Clive Randall

Clive Randall
  • Professor of Materials Science and Engineering
  • Director, Center for Dielectrics and Piezoelectrics (CDP)
N-221 Millennium Science Complex
(814) 863-1328

Bio

Professor Randall received his B.S. degree in Physics at the University of East Anglia (United-Kingdom). He then performed his graduate studies at the University of Essex in Experimental Physics. He then performed post doctoral studies at Pennsylvania State University. He later entered the faculty of Material Science and Engineering in 1994 as an associate professor and become Full professor in 1999.  In 1997, he became the Director of the National Science Foundation’s Center for Dielectric Studies at the Pennsylvania State University. He has had a number of visiting positions during his career including Shonan Institite (Japan), EPFL (Switzerland), and University of Sheffield (United Kingdom). In a sabbatical year (2004-2005) he was a Visiting Fellow at Fitzwilliam College, at Cambridge University. He was named Fellow of the American Ceramic Society in 2004. In 2006, he was elected as an Academician to the World’s Congress of Ceramics. He has published over 200 papers and holds 11 patents.

Academic Training

Ph.D. in Experimental Physics, University of Essex
B.S. in Physics, University of East Anglia

Research

Professor Randall utilizes a combination of the material science approaches of structural-property-process-performance relations and coupling these with material physics to understand and design future generation electroceramic materials and devices. Specific materials the group is studying are ferroelectric and related materials, microwave, and piezoelectric materials in a variety of different forms, ranging from crystal structure, composition, particle and grain size, bulk, film and composites are considered.
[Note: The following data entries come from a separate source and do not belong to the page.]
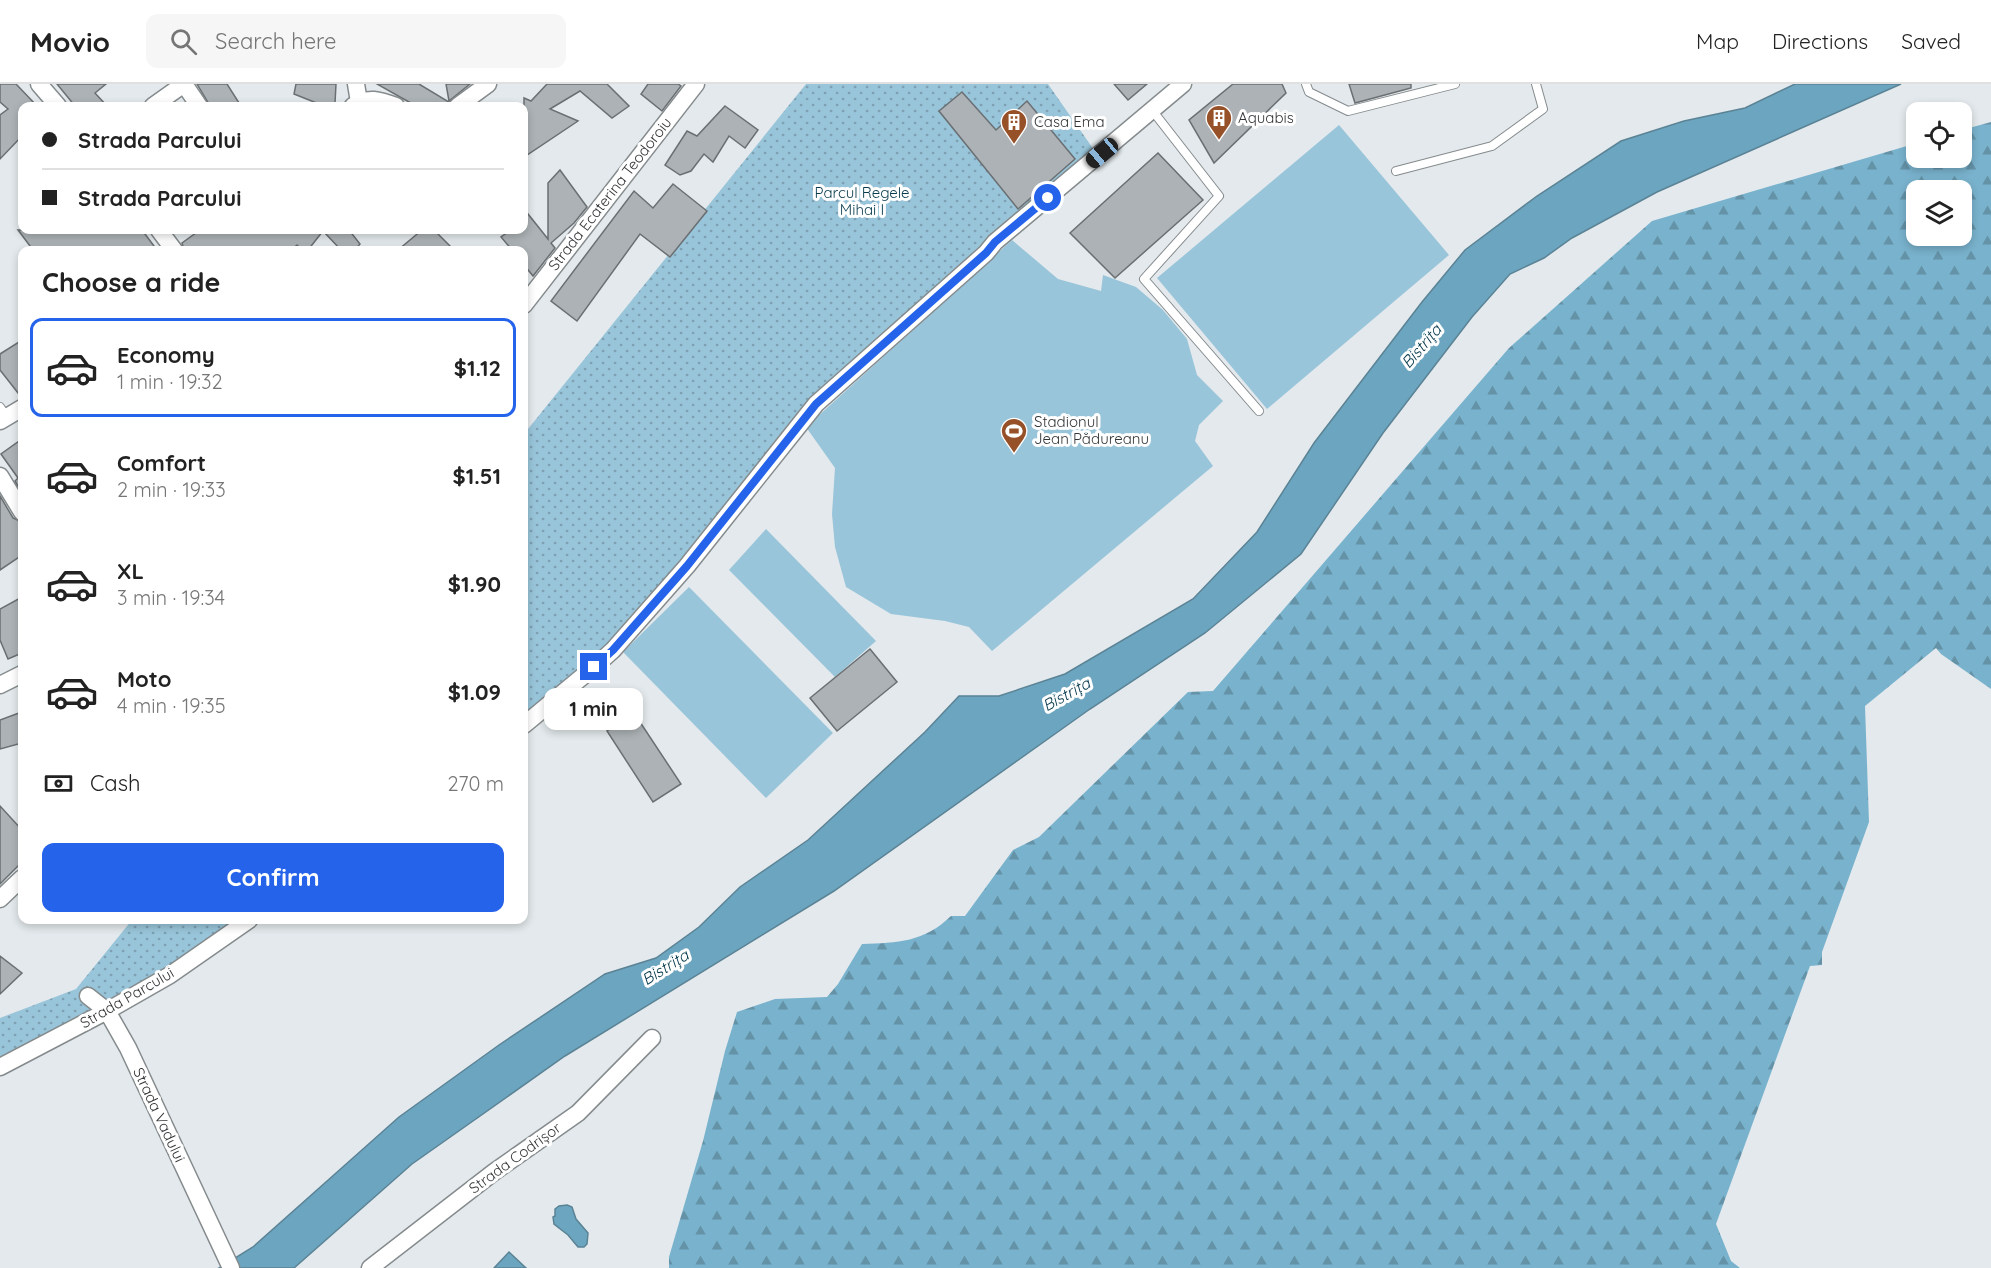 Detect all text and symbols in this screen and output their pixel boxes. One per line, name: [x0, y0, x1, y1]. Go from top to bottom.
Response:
search box: [146, 14, 566, 68]
text: Movio: [30, 24, 110, 59]
icon: search: [167, 25, 200, 58]
text: Search here: [215, 27, 337, 55]
text: Map: [1696, 28, 1739, 54]
text: Directions: [1772, 28, 1868, 54]
text: Saved: [1901, 28, 1961, 54]
map controls: [1906, 102, 1972, 246]
button: locate: [1906, 102, 1972, 168]
building icon: Aquabis: [1204, 103, 1234, 141]
building icon: Casa Ema: [999, 107, 1029, 145]
place label: Aquabis: [1238, 108, 1294, 127]
place label: Casa Ema: [1034, 112, 1105, 131]
street label: Strada Ecaterina Teodoroiu: [544, 113, 675, 274]
text: Strada Parcului: [78, 126, 241, 154]
car: [1082, 135, 1122, 171]
button: layers: [1906, 180, 1972, 246]
park label: Parcul Regele Mihai I: [815, 183, 909, 219]
text: Strada Parcului: [78, 184, 241, 212]
route start: [1034, 184, 1061, 211]
text: Choose a ride: [42, 265, 220, 299]
water label: Bistrița: [1397, 319, 1446, 372]
icon: car: [45, 341, 99, 395]
text: Economy: [117, 341, 215, 369]
text: $1.12: [454, 354, 501, 382]
text: 1 min · 19:32: [117, 369, 223, 394]
place label: Stadionul Jean Pădureanu: [1034, 412, 1149, 448]
sports icon: Stadionul Jean Pădureanu: [999, 416, 1029, 454]
icon: car: [45, 449, 99, 503]
text: Comfort: [117, 449, 206, 477]
text: $1.51: [453, 462, 501, 490]
text: 2 min · 19:33: [117, 477, 226, 502]
icon: car: [45, 557, 99, 611]
text: XL: [117, 557, 144, 585]
text: $1.90: [448, 570, 501, 598]
text: 3 min · 19:34: [117, 585, 225, 610]
route end: [580, 653, 607, 680]
icon: car: [45, 665, 99, 719]
text: Moto: [117, 665, 171, 693]
water label: Bistrița: [1039, 672, 1094, 715]
text: $1.09: [448, 678, 501, 706]
callout: 1 min: [544, 688, 644, 730]
text: 4 min · 19:35: [117, 693, 226, 718]
text: 1 min: [569, 696, 618, 721]
icon: cash: [42, 767, 75, 800]
text: Cash: [90, 769, 141, 797]
text: 270 m: [447, 771, 504, 796]
button: Confirm: [42, 843, 504, 912]
water label: Bistrița: [638, 944, 693, 989]
street label: Strada Parcului: [76, 963, 177, 1032]
street label: Strada Vadului: [129, 1064, 190, 1165]
street label: Strada Codrișor: [465, 1118, 565, 1197] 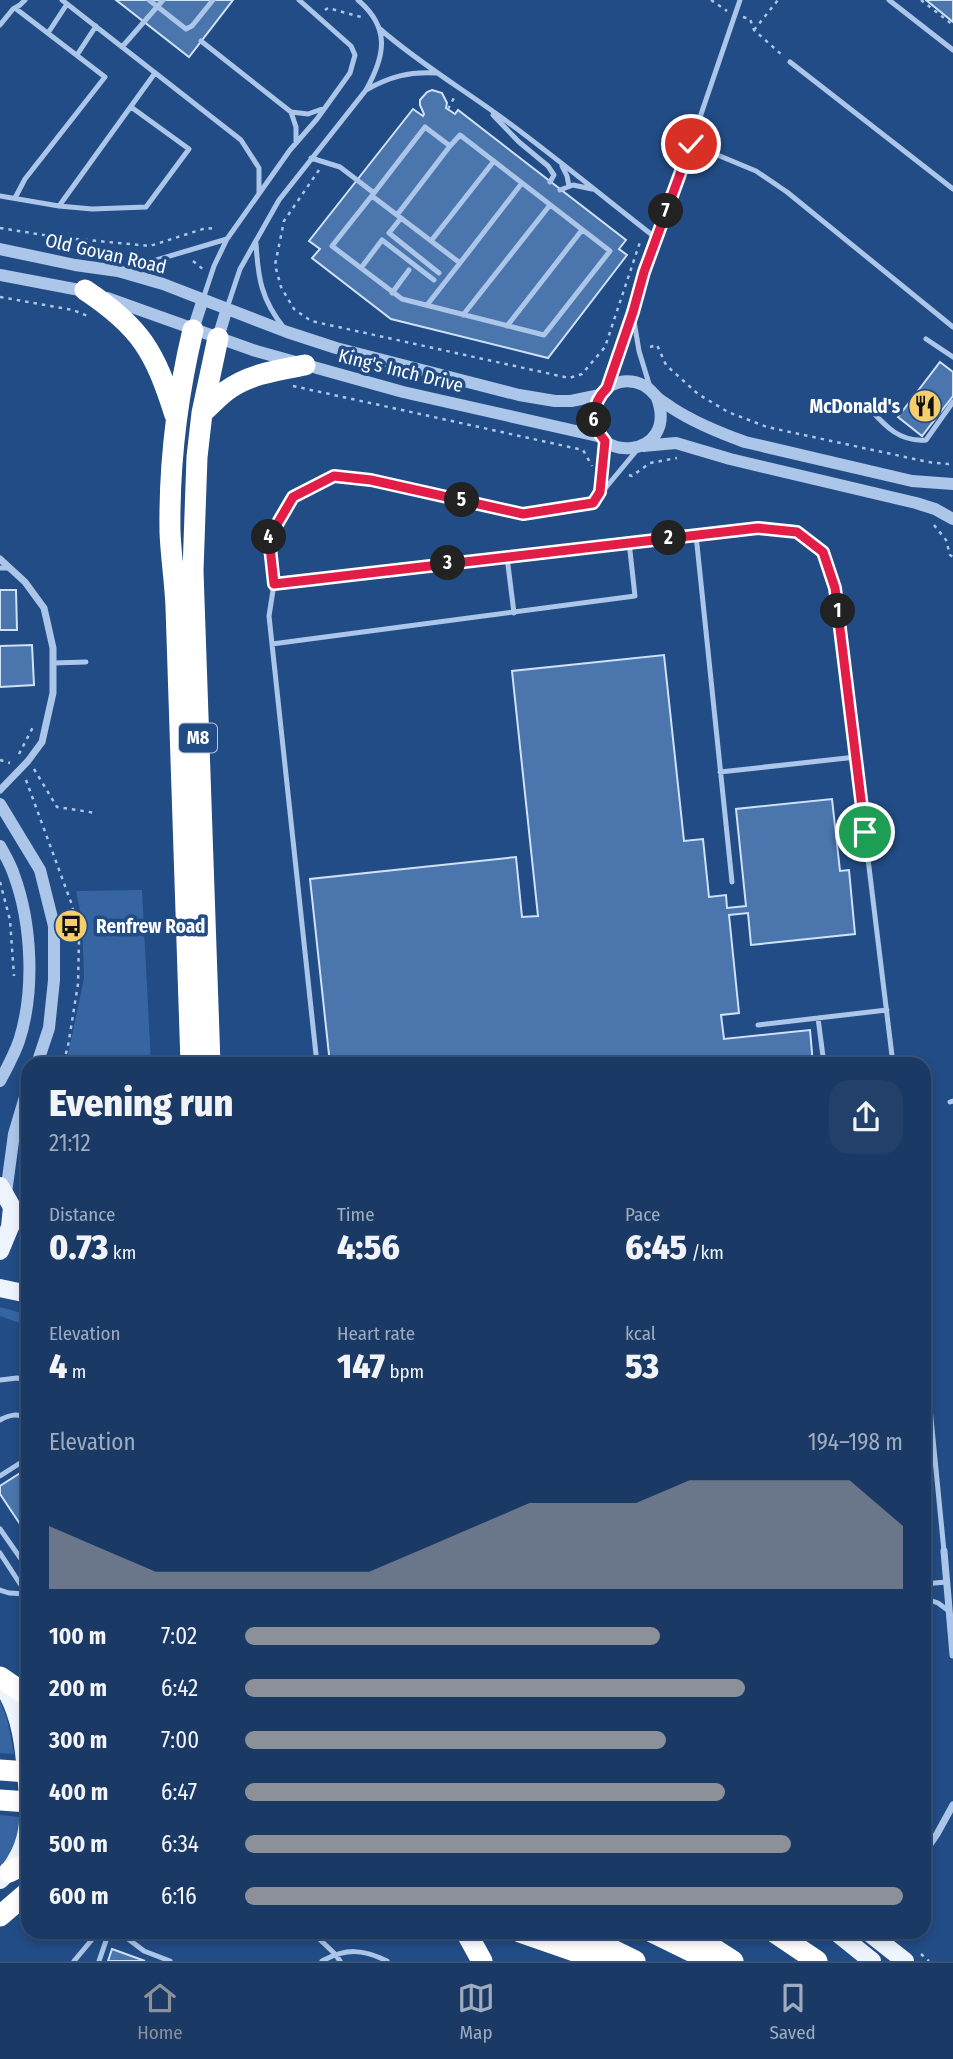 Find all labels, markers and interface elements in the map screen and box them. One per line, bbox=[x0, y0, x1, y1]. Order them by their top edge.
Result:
pin bbox=[661, 114, 721, 174]
icon: check bbox=[672, 125, 710, 163]
pin: 7 bbox=[648, 194, 684, 228]
text: 7 bbox=[661, 199, 670, 222]
street label: Old Govan Road bbox=[43, 228, 169, 279]
street label: King's Inch Drive bbox=[336, 344, 466, 397]
restaurant icon: McDonald's bbox=[906, 387, 944, 425]
place label: McDonald's bbox=[810, 395, 901, 418]
pin: 6 bbox=[576, 402, 612, 438]
text: 6 bbox=[589, 408, 598, 431]
pin: 5 bbox=[444, 482, 480, 518]
text: 5 bbox=[457, 488, 466, 511]
pin: 4 bbox=[252, 520, 286, 554]
pin: 2 bbox=[652, 520, 686, 556]
text: 4 bbox=[264, 525, 273, 548]
text: 2 bbox=[664, 526, 673, 549]
pin: 3 bbox=[430, 546, 466, 580]
text: 3 bbox=[443, 551, 452, 574]
pin: 1 bbox=[820, 594, 856, 628]
text: 1 bbox=[833, 599, 842, 622]
road number: M8 bbox=[179, 724, 217, 752]
pin bbox=[835, 802, 895, 862]
icon: arrive bbox=[846, 813, 884, 851]
bus stop icon: Renfrew Road bbox=[52, 907, 90, 945]
place label: Renfrew Road bbox=[96, 915, 205, 938]
text: Evening run bbox=[49, 1080, 233, 1126]
button: share bbox=[829, 1080, 903, 1154]
text: 21:12 bbox=[49, 1129, 91, 1157]
text: Distance bbox=[49, 1203, 116, 1226]
text: Time bbox=[337, 1203, 375, 1226]
text: Pace bbox=[625, 1203, 660, 1226]
text: 0.73 bbox=[49, 1226, 108, 1268]
text: 4:56 bbox=[337, 1226, 400, 1268]
text: 6:45 bbox=[625, 1226, 687, 1268]
text: km bbox=[108, 1241, 136, 1264]
text: /km bbox=[687, 1241, 724, 1264]
text: Elevation bbox=[49, 1322, 121, 1345]
text: Heart rate bbox=[337, 1322, 415, 1345]
text: kcal bbox=[625, 1322, 656, 1345]
text: 4 bbox=[49, 1345, 67, 1387]
text: 147 bbox=[337, 1345, 385, 1387]
text: 53 bbox=[625, 1345, 659, 1387]
text: m bbox=[67, 1360, 86, 1383]
text: bpm bbox=[385, 1360, 424, 1383]
text: Elevation bbox=[49, 1428, 136, 1456]
text: 194–198 m bbox=[808, 1428, 903, 1456]
text: 100 m bbox=[49, 1622, 106, 1650]
text: 7:02 bbox=[161, 1622, 197, 1650]
text: 200 m bbox=[49, 1674, 107, 1702]
text: 6:42 bbox=[161, 1674, 198, 1702]
text: 300 m bbox=[49, 1726, 107, 1754]
text: 7:00 bbox=[161, 1726, 199, 1754]
text: 400 m bbox=[49, 1778, 108, 1806]
text: 6:47 bbox=[161, 1778, 197, 1806]
text: 500 m bbox=[49, 1830, 108, 1858]
text: 6:34 bbox=[161, 1830, 199, 1858]
text: 600 m bbox=[49, 1882, 108, 1910]
text: 6:16 bbox=[161, 1882, 197, 1910]
tab: Home bbox=[137, 1979, 183, 2044]
tab: Map bbox=[457, 1979, 495, 2044]
tab: Saved bbox=[769, 1979, 816, 2044]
Our philosophy is to use extreme application needs to direct a fundamental study to enable material advances to be made and implemented. These extreme performance parameters include a combination of temperature, electric field strength, frequency- time and size reduction. Under these conditions, we are concerned with basic mechanisms that control the degradation under all times of use. These time dependant failure mechanisms may be controlled through important physical processes such as electron injection at an electrode or grain boundary, oxygen vacancy migration, defect dipole rotations, thermochemical and electrochemical reactions at interfaces. Any of these or similar phenomena are  built into a material through the fabrication thermal processes  and remain in a metastable state, but  ultimately these defects drive the degradation mechanisms and thereby prevent the implementation of  new materials into a system. Once understanding the sources and failure processes, our group develops methods through process modifications or design new materials or chemistries to suppress these deleterious effects.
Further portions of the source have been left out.